Work request: Please return all lines of the data below containing the string "canvas".

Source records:
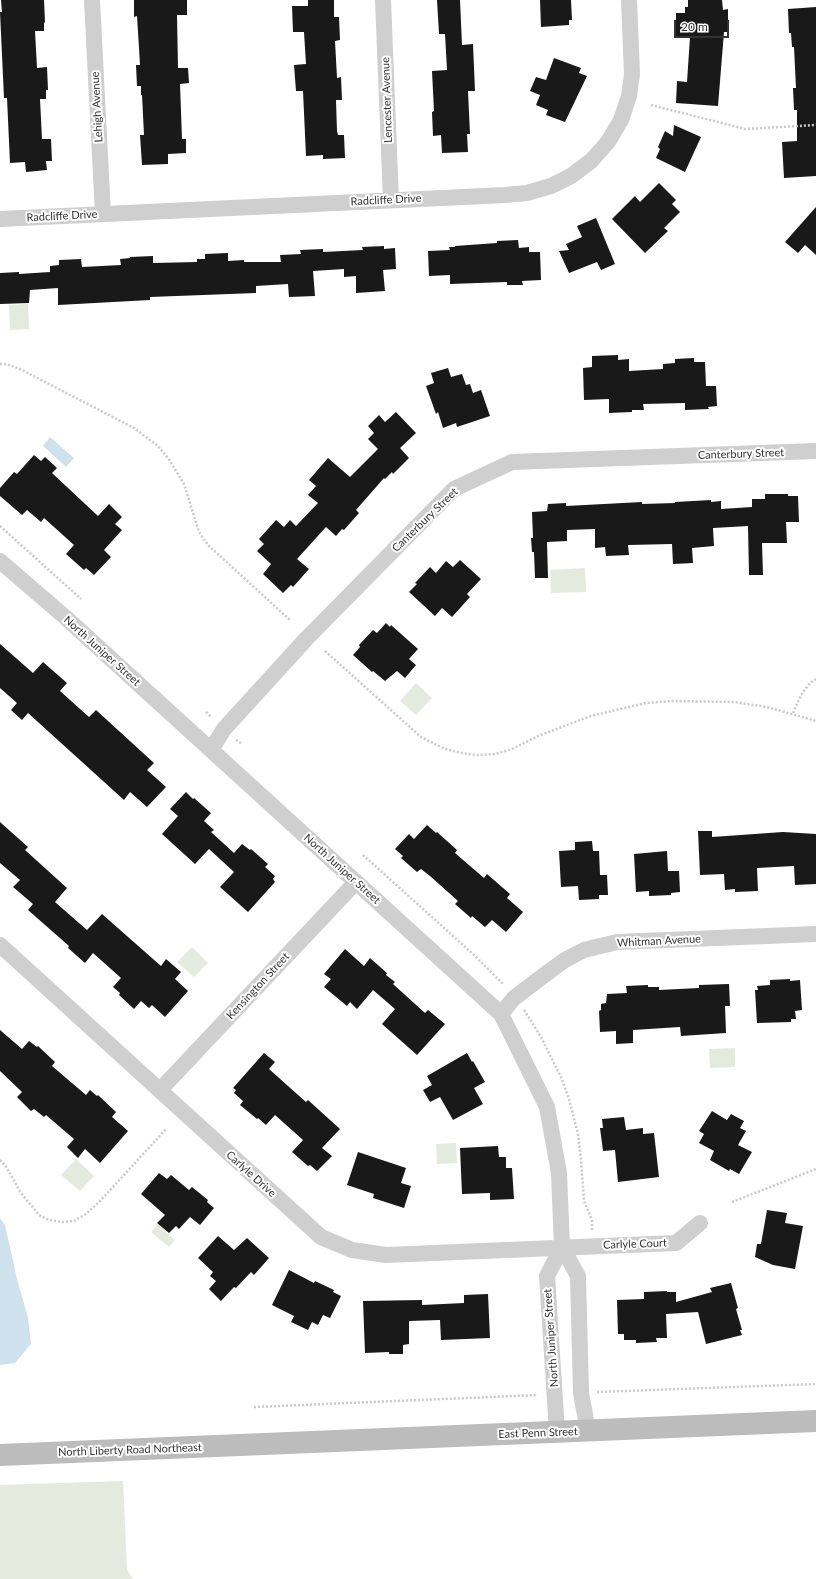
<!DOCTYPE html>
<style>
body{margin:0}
#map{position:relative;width:816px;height:1579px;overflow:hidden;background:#fff;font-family:Lato,sans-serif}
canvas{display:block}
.scale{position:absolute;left:674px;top:20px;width:55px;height:18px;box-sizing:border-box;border:2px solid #323232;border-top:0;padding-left:5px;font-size:12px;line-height:14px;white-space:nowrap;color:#323232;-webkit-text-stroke:3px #fff;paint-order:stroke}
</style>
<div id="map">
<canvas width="816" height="1579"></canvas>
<div class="scale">20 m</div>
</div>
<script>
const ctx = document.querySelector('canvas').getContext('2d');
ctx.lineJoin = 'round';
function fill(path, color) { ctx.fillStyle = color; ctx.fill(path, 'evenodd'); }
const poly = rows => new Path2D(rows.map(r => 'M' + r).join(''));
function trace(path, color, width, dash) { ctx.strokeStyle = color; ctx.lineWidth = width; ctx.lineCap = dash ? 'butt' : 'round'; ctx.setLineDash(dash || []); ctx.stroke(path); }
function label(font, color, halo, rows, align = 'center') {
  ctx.font = font + ' Lato,sans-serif'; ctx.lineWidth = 4; ctx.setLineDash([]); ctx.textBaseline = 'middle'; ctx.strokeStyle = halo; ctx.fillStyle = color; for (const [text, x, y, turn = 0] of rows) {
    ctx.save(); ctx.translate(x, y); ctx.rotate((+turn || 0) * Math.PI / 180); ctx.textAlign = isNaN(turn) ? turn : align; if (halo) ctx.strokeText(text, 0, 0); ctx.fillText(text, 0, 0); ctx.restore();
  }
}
fill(poly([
 [28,304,29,329,10,330,9,305],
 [585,568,586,592,551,593,550,570],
 [416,683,432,698,416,715,400,701],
 [192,947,208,963,194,977,177,962],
 [735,1048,735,1067,710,1068,709,1049],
 [456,1143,457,1163,437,1164,436,1144],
 [76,1159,94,1176,80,1191,61,1175],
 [158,1224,175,1240,169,1247,151,1232],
 [123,1481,127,1570,133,1579,0,1579,0,1485]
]), '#e5eade');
fill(poly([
 [50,437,74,458,66,467,43,446],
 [0,1218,5,1225,17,1279,28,1318,31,1344,15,1363,0,1365]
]), '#cfe1ec');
fill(poly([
 [1,0,44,0,45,22,44,23,44,31,35,31,37,68,47,67,48,90,46,90,46,99,40,99,42,139,51,139,52,161,46,161,47,170,26,172,25,162,10,163,7,98,4,98,0,12,2,12],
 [134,0,187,0,187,15,177,15,178,68,188,68,189,83,180,84,182,139,186,139,186,153,168,154,168,164,142,165,140,135,144,135,142,95,141,95,141,86,137,86,136,65,140,65,139,48,137,16,134,17],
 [308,0,334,0,334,17,339,17,340,40,335,41,337,78,341,77,342,100,336,100,337,131,338,135,344,135,345,158,323,159,323,155,306,156,303,91,296,91,294,65,306,64,304,32,293,32,292,6,308,6],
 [437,0,460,0,462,45,473,44,475,91,468,91,470,134,467,134,468,152,442,153,441,135,433,136,432,112,434,111,432,71,447,70,445,34,439,34],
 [540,0,571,0,572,20,569,20,569,25,541,27],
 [688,0,722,0,723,10,728,9,728,32,724,32,718,106,676,103,677,81,687,82,690,37,676,37,676,13,685,13,685,7,688,7],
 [816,7,816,176,784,178,782,142,797,141,797,110,794,110,793,88,796,88,794,47,792,47,791,33,789,33,788,9],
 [554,58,581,68,579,73,587,76,565,122,546,115,548,110,536,105,540,95,530,91,536,77,546,80],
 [674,125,701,137,685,172,656,158,660,149,658,147,665,131,673,136],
 [659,183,676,200,672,204,680,212,664,228,668,231,645,253,612,219,635,196,640,202],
 [816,207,816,255,805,245,798,253,785,242],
 [596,218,615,264,601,270,597,262,569,273,559,251,569,250,566,244,582,237,577,226],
 [518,240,519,248,529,247,529,252,540,252,541,280,522,281,523,285,507,285,507,282,450,284,450,275,429,276,428,251,450,250,449,247,455,247,455,246,497,243,497,241],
 [384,246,384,249,395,248,396,269,383,270,385,291,356,293,356,276,344,277,344,269,313,271,315,296,289,297,288,284,256,286,256,293,150,297,150,300,58,305,58,288,30,290,29,303,0,304,0,273,19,272,19,274,50,272,50,266,59,265,59,260,81,259,82,267,121,265,120,259,130,258,130,257,153,256,153,263,197,262,197,259,205,259,205,254,228,253,228,261,244,260,244,262,281,262,280,255,301,254,300,250,323,249,323,252,363,250,362,247],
 [618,355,618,360,629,359,629,371,663,369,663,364,675,363,675,359,694,358,694,362,705,362,706,386,716,386,717,406,708,407,709,409,685,410,685,403,643,404,644,410,632,410,632,412,609,413,609,399,584,400,583,368,592,367,592,356],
 [448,368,451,377,462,374,466,385,470,384,473,393,481,390,490,416,457,427,456,423,443,428,438,412,436,414,426,386,434,383,431,373],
 [396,412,416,433,400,448,409,458,393,474,392,472,385,479,384,478,356,510,359,513,344,530,342,529,336,536,326,527,297,559,309,569,293,587,291,585,283,593,263,574,271,564,257,551,264,544,259,539,276,520,284,527,290,520,296,526,318,503,308,495,316,486,309,480,328,458,350,477,378,449,368,439,374,433,368,426,379,415,385,422],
 [34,455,41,461,45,457,57,468,52,473,98,516,109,504,122,517,115,524,122,530,104,550,111,557,94,575,86,568,84,570,66,554,74,545,44,518,41,522,27,510,22,515,0,496,0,488,14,472,17,474],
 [765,494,788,494,788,496,798,496,799,522,786,522,787,543,762,543,763,575,749,575,748,526,713,528,714,546,692,548,693,563,673,564,672,544,628,545,629,555,606,556,605,547,595,548,595,529,567,530,567,541,547,542,548,578,535,578,534,552,532,552,531,538,533,538,532,512,547,511,548,504,566,503,566,506,642,502,642,504,675,503,675,502,711,500,711,502,721,501,721,509,752,507,752,499,765,499],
 [460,560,481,579,467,594,470,597,452,617,442,608,435,616,409,592,417,584,415,583,430,567,436,573,446,561,453,567],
 [386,623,390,627,391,625,418,649,409,659,416,665,405,678,397,671,385,681,373,671,372,672,353,655,360,647,359,645,373,630,377,633],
 [0,644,33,673,43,662,67,683,60,691,89,717,96,710,154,763,147,770,166,787,147,807,130,792,124,800,28,713,22,720,11,710,17,703,0,688],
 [186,792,193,799,194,798,211,813,204,821,214,830,211,832,234,853,242,844,250,850,251,849,268,864,265,867,275,876,273,879,275,882,248,912,220,887,234,872,209,849,195,864,162,834,178,816,170,809],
 [0,822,28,847,25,850,67,888,55,902,87,930,102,914,161,966,166,959,181,972,175,979,188,991,165,1017,152,1005,149,1008,141,1001,134,1009,119,995,120,993,113,987,121,978,93,953,85,963,68,948,69,946,28,910,33,904,13,887,20,880,0,863],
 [427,825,436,833,437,832,457,850,455,853,484,878,487,874,510,894,507,898,523,912,506,932,492,920,485,927,472,916,471,918,455,904,458,901,430,876,421,869,417,872,401,858,403,856,395,849,409,834,414,839],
 [698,831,712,831,712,837,783,832,816,834,816,884,795,885,794,866,757,868,758,891,735,892,735,889,725,890,724,874,700,875],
 [592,841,593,851,599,851,600,875,607,875,608,895,599,895,599,899,579,900,578,886,561,887,559,851,575,850,575,842],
 [667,851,668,871,679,871,680,892,671,893,671,895,649,896,649,891,636,892,634,854],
 [345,949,364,966,370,958,387,973,386,975,395,982,393,984,425,1013,428,1010,445,1024,417,1055,382,1024,395,1009,373,990,357,1009,350,1002,347,1006,324,987,331,979,324,974],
 [790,979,790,981,800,980,802,1010,795,1011,796,1019,791,1019,791,1022,757,1023,755,990,758,990,757,986,770,985,770,980],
 [729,984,730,1006,725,1006,726,1033,681,1036,680,1027,633,1030,633,1043,616,1044,616,1031,600,1032,599,1011,601,1010,601,1004,606,1003,607,994,627,993,626,986,648,985,648,987,659,987,659,990,699,988,699,985],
 [0,1030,22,1049,29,1041,37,1047,38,1046,55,1062,52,1066,86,1095,90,1090,97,1096,98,1095,116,1112,112,1117,128,1131,100,1163,85,1149,78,1158,67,1147,74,1139,46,1115,44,1117,34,1109,31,1111,17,1097,22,1092,0,1071],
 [264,1053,275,1062,269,1069,306,1102,308,1100,340,1129,322,1148,332,1156,317,1171,310,1165,308,1166,292,1152,303,1140,275,1115,266,1125,258,1118,257,1119,240,1105,243,1101,234,1093,236,1090,233,1088],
 [467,1053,472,1062,473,1061,485,1082,474,1088,483,1104,453,1120,440,1097,430,1102,423,1090,432,1085,427,1076],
 [712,1111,727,1120,731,1114,744,1121,740,1128,746,1131,738,1145,752,1152,739,1174,730,1169,729,1171,710,1160,714,1151,699,1143,704,1134,699,1131],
 [624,1117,626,1130,643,1128,643,1134,654,1133,659,1177,618,1182,615,1150,603,1151,600,1128,603,1128,602,1119],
 [498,1146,499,1157,506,1157,506,1168,512,1168,514,1199,490,1200,490,1193,462,1194,460,1148],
 [358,1152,406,1168,401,1183,411,1186,404,1208,373,1198,374,1194,347,1185],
 [159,1173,167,1179,171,1175,189,1190,192,1187,208,1200,207,1202,214,1208,200,1225,190,1217,179,1229,176,1226,169,1233,157,1223,165,1215,141,1194],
 [767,1210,787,1213,785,1223,803,1226,795,1269,773,1265,755,1257,757,1244,761,1244],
 [218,1236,234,1250,247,1238,269,1258,254,1275,251,1272,236,1288,234,1287,221,1301,209,1289,216,1281,210,1276,213,1272,198,1258],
 [289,1270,314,1283,315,1281,334,1290,333,1292,341,1296,330,1318,323,1315,318,1325,312,1322,308,1330,291,1322,294,1316,272,1305],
 [731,1283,738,1308,736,1309,742,1330,740,1330,742,1335,706,1344,698,1312,666,1314,667,1338,656,1338,657,1342,636,1343,636,1340,624,1340,624,1334,618,1334,617,1300,644,1299,644,1292,667,1291,667,1292,676,1292,676,1302,712,1292,710,1288],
 [488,1294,490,1338,441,1340,440,1320,409,1321,409,1344,403,1345,403,1354,389,1354,389,1352,365,1353,363,1301,422,1300,422,1305,464,1303,464,1295]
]), '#191919');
trace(poly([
 [651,105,745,129,816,125],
 [0,364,6,364,20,369,134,428,158,446,168,458,184,484,199,532,203,538,209,546,290,620],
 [0,526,81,599],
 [325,651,421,737,445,749,462,753,477,755,495,754,512,749,538,736,591,716,646,703,672,701,734,702,767,707,816,721],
 [206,712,211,717],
 [793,713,801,695,810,683,816,679],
 [236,740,242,744],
 [363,855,473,954,504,985],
 [524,1010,541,1037,561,1077,569,1099,578,1134,581,1160,584,1201,592,1220,592,1230],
 [0,1160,5,1165,21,1193,39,1215,49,1220,62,1222,74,1221,86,1214,101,1200,167,1128],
 [732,1202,816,1169],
 [597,1392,816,1384],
 [254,1407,538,1395]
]), '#c9c9c9', 2.5, [2, 2]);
trace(poly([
 [92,0,103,214],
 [383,0,391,200],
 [0,219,505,195,527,193,551,186,571,176,591,161,608,142,621,120,629,96,632,74,629,0],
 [0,561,65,617,501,1014,547,1107,559,1173,562,1247,578,1276,581,1393,588,1431],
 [211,750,224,729,307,638,454,489,512,462,816,451],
 [0,945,321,1237,352,1250,386,1255,676,1243,700,1223],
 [501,1014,514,998,551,970,565,960,584,950,617,942,816,934],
 [160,1090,356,882],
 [557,1432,547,1276,562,1247]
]), '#cfcfcf', 16);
trace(poly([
 [0,1455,816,1421]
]), '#bcbcbc', 22);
label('11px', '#323232', '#fff', [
 ["Lencester Avenue",387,100,-92],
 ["Lehigh Avenue",97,107,-93],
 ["Radcliffe Drive",386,200,-3],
 ["Radcliffe Drive",62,216,-3],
 ["Canterbury Street",741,454,-2],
 ["Canterbury Street",425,520,-44],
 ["North Juniper Street",102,651,42],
 ["North Juniper Street",342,869,42],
 ["Whitman Avenue",659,941,-3],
 ["Kensington Street",258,986,-47],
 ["Carlyle Drive",251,1174,42],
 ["Carlyle Court",635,1244,-2],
 ["North Juniper Street",551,1338,-94],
 ["East Penn Street",538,1433,-2],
 ["North Liberty Road Northeast",130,1450,-2]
]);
</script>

Task answer:
canvas{display:block}
<canvas width="816" height="1579"></canvas>
const ctx = document.querySelector('canvas').getContext('2d');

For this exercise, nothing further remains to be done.